Jury: Dr. Janet Obi-Keller, Caroline Palmer, Melvyn Cooper

1st: Rose McLachlan (Chetham’s School of Music)
2nd: Ellis Thomas (Royal Northern College of Music)
3rd: Sebastian Benedict Flore (Centre for Young Musicians)

On Sunday February 24 we held our annual Beethoven Junior Intercollegiate Piano Competition in the comfortable, well-appointed and attractive venue of the Recital Hall at the City Literary Institute, universally known as City Lit, in its surprisingly quiet setting minutes from Aldwych and Holborn, London. We are deeply grateful to Trish Shaw, Head of Music, for enabling us to hold our competition in what turned out to be a well-nigh perfect location. Seven gifted young pianists gathered and there was a lively and friendly atmosphere throughout the day.

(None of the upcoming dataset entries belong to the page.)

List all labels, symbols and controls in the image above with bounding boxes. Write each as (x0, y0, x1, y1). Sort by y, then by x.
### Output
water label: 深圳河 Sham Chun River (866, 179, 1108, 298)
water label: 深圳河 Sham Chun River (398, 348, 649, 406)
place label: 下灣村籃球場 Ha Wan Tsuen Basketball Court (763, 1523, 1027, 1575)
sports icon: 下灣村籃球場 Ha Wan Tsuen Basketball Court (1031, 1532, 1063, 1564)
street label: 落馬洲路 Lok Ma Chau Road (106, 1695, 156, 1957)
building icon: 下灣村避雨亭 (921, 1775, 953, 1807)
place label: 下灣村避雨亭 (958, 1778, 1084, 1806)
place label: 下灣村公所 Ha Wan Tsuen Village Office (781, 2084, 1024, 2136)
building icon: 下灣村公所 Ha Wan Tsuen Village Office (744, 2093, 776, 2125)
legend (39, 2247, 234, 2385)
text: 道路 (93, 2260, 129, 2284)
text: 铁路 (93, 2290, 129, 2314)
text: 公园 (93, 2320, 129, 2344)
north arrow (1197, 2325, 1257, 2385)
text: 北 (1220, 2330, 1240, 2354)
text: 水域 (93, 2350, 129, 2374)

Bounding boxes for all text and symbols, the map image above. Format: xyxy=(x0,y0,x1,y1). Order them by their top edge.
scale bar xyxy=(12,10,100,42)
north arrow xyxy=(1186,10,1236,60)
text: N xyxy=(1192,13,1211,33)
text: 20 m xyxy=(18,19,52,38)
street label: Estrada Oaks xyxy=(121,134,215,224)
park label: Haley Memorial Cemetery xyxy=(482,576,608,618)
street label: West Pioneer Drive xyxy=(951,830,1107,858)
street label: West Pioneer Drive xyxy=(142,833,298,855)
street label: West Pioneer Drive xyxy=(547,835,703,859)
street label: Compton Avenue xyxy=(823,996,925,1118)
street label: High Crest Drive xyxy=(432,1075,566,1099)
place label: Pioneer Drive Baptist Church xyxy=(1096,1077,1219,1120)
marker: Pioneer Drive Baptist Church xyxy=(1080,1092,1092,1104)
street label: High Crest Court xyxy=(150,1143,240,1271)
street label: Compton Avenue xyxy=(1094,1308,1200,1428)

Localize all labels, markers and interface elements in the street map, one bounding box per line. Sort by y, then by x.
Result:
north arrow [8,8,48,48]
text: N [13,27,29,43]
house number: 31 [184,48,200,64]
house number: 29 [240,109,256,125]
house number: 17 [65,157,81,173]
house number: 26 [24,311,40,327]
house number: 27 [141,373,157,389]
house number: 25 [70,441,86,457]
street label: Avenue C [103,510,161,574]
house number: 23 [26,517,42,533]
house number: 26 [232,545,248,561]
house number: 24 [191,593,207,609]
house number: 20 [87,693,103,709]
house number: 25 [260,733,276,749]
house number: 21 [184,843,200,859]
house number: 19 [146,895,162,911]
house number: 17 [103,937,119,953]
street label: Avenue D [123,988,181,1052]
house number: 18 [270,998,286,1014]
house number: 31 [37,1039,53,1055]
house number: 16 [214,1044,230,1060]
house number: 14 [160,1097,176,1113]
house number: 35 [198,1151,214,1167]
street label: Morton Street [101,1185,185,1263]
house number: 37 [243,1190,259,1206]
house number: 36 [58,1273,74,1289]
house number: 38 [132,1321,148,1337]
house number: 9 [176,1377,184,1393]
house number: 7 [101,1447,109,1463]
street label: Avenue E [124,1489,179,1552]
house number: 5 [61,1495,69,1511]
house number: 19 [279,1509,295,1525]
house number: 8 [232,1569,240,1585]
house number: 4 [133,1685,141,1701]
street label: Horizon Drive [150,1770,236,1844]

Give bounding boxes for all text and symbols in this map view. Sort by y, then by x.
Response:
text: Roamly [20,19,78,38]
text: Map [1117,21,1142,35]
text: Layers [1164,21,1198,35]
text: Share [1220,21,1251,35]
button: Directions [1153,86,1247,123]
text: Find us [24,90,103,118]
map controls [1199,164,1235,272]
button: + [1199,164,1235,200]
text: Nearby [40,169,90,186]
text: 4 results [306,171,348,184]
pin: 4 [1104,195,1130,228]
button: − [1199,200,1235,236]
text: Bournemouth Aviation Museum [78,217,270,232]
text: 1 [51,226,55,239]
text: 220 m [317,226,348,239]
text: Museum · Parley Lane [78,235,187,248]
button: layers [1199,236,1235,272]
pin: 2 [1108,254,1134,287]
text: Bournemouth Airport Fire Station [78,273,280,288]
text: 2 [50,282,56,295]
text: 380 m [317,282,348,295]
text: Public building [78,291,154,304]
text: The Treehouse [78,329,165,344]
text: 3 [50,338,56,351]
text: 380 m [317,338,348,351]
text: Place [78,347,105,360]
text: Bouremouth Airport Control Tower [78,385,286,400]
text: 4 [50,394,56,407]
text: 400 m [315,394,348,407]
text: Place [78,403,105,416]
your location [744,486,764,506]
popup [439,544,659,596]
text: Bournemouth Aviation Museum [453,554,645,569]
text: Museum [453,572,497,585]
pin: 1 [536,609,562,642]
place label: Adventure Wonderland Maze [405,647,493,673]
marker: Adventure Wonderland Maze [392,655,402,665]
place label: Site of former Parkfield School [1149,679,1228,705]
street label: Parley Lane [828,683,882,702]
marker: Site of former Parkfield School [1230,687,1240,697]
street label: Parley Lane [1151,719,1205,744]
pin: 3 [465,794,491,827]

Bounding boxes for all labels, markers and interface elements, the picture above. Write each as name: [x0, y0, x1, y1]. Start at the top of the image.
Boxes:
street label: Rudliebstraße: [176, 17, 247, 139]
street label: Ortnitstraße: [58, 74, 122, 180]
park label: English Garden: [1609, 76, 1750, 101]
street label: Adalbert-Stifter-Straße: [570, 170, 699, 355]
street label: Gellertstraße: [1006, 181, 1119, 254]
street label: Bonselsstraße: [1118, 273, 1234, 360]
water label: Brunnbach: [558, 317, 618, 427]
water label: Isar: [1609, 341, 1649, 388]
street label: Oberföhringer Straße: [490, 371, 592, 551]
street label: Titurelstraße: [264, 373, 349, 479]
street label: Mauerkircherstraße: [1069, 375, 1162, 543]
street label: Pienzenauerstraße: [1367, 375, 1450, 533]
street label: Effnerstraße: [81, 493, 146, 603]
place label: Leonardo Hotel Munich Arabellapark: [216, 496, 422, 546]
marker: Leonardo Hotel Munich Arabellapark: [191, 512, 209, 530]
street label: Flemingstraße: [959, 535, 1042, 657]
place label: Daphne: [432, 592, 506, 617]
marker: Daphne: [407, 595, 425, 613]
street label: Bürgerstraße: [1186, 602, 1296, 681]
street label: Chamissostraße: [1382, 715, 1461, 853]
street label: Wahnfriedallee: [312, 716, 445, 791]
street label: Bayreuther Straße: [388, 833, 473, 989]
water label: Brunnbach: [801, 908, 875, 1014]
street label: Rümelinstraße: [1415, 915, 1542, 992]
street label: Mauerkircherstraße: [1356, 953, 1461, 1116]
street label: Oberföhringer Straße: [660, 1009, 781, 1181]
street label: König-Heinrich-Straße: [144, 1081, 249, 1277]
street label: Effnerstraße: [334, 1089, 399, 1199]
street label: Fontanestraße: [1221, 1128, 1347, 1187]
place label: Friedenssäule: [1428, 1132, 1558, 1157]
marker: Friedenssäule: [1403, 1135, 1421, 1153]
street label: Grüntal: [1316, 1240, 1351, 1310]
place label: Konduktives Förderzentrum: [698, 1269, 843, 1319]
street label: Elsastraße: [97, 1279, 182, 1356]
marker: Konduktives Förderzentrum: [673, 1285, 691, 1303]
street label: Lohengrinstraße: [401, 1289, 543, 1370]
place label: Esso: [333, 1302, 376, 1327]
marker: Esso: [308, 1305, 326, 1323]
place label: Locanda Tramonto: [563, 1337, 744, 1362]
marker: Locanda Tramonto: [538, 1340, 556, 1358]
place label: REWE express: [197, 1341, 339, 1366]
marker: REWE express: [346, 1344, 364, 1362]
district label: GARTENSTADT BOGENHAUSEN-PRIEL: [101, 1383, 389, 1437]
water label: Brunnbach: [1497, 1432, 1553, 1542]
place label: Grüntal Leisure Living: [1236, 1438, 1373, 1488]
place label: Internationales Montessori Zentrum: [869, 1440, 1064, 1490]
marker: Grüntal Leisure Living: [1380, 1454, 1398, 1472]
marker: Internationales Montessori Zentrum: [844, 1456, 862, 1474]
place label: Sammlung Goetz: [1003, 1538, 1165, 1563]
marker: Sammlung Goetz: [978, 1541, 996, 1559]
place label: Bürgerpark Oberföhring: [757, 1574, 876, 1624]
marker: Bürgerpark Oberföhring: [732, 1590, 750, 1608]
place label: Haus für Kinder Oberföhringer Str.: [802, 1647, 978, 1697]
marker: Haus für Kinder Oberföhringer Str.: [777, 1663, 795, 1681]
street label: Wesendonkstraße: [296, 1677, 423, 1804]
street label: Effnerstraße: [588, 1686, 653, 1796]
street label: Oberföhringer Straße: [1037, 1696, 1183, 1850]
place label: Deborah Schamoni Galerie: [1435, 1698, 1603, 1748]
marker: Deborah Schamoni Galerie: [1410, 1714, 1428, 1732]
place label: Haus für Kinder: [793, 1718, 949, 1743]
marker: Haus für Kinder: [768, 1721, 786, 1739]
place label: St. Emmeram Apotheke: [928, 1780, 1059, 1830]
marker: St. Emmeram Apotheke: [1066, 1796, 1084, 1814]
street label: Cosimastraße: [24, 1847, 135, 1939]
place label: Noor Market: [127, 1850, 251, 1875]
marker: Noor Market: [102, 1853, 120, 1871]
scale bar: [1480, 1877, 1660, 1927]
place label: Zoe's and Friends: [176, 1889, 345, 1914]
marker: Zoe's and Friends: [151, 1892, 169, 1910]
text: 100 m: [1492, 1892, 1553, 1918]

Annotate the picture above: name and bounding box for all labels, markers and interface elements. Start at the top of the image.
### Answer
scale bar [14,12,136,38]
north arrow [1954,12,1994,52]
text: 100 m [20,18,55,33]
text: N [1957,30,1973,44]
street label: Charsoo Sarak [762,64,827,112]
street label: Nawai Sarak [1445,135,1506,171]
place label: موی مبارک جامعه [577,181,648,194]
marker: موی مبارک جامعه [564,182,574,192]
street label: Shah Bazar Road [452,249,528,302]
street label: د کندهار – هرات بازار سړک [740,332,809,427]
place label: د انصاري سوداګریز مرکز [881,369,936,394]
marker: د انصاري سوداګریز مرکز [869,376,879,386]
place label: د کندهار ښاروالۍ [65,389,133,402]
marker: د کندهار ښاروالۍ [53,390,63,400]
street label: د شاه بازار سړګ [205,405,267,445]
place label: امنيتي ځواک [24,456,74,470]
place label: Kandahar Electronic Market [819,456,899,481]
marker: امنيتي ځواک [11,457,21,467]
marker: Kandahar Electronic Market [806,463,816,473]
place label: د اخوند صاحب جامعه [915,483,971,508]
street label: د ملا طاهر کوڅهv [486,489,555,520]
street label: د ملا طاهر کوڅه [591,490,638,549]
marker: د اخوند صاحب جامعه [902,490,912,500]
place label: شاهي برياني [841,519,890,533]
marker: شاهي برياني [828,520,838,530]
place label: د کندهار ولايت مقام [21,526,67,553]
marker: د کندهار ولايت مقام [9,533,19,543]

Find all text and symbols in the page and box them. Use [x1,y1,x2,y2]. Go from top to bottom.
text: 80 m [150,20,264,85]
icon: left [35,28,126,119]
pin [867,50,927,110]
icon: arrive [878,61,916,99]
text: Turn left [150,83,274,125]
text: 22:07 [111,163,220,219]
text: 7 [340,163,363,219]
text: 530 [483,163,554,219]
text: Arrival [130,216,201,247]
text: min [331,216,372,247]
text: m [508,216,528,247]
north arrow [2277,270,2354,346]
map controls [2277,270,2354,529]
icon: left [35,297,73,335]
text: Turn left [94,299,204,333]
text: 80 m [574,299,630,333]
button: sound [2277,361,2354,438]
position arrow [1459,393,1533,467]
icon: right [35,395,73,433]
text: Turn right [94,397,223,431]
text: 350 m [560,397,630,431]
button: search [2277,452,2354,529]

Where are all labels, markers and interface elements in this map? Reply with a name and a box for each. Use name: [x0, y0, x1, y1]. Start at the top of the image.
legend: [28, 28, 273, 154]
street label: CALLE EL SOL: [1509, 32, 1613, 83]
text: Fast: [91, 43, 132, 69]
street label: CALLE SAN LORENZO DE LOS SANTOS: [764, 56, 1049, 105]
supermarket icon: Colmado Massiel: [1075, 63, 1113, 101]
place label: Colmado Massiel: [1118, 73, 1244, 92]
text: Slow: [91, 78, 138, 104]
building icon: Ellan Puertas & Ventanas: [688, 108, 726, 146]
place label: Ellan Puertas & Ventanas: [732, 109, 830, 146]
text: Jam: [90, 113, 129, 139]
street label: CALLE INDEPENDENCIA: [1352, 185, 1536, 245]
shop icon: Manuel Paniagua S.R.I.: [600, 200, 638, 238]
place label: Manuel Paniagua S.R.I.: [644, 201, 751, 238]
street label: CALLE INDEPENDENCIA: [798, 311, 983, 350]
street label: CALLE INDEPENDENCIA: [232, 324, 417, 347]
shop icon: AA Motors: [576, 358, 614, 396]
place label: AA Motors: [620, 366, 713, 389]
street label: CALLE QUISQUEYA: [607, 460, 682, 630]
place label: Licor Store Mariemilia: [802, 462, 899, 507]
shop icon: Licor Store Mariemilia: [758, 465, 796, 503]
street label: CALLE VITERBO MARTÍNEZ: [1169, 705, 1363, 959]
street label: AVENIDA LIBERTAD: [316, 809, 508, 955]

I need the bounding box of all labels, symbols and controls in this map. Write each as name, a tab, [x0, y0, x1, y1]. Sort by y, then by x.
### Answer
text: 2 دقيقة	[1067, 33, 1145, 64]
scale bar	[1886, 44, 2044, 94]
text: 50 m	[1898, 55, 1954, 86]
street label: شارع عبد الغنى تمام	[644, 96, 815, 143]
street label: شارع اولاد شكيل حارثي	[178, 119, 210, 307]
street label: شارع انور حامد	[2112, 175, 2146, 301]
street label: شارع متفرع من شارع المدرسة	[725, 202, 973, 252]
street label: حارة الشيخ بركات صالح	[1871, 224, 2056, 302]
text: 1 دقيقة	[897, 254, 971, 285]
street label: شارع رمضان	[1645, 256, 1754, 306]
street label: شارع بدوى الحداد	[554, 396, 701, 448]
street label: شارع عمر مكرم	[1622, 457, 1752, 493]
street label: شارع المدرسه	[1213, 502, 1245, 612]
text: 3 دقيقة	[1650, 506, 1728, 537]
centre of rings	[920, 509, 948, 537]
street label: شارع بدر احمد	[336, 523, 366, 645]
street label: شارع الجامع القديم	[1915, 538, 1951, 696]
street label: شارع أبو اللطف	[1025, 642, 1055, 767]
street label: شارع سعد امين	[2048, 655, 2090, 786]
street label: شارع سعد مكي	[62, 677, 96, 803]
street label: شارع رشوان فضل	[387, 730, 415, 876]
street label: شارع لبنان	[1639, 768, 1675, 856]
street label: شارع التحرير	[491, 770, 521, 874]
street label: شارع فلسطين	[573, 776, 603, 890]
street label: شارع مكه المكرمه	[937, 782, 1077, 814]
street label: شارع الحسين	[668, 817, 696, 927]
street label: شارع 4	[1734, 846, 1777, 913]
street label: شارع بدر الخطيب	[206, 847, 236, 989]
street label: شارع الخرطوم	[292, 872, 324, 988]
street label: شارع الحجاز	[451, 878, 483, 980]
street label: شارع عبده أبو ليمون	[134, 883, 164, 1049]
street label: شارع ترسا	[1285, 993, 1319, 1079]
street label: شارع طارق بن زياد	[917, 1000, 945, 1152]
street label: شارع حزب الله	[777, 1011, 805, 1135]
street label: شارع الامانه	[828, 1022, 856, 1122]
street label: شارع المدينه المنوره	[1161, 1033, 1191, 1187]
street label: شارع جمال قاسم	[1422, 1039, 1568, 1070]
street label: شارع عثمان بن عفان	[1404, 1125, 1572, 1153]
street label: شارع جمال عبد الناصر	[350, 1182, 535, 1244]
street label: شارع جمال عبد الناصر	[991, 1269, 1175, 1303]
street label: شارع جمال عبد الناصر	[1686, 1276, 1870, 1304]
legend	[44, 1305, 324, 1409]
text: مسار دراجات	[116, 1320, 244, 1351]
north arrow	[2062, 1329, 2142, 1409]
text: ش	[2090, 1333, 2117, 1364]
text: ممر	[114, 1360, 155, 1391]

Each pianist, as is our custom, played an own-choice sonata (with the option, not taken this year, of a couple of sets of Variations) and the set Bagatelle, this year the humorous and quite tricky C major op 33 no 2. We were delighted to welcome pianists from two schools new to us, the Centre for Young Musicians London and Trinity Music Academy Croydon, both of whom acquitted themselves admirably.

First off was Sebastian Flore from the Centre for Young Musicians, opening with a confident and witty Bagatelle. His Moonlight Sonata showed him immediately to be also a thoughtful, poetic player who was able to draw us into the rarefied world of the first movement. Some of the later playing lacked the ultimate polish, but there was a fiery, committed Presto finale and overall this was one of the most engaging and communicative performers.
Amiri Harewood, from Trinity Music Academy, played the E flat Sonata op 31 no 3, sometimes called The Hunt on account of its Presto finale with the sound of hunting horns. He too was musical and communicative, even if at present he needs a little more control of touch, and a tighter hold on rhythm, to do full justice to his vision. He really went for the Finale – exciting playing and I’d like to hear him again.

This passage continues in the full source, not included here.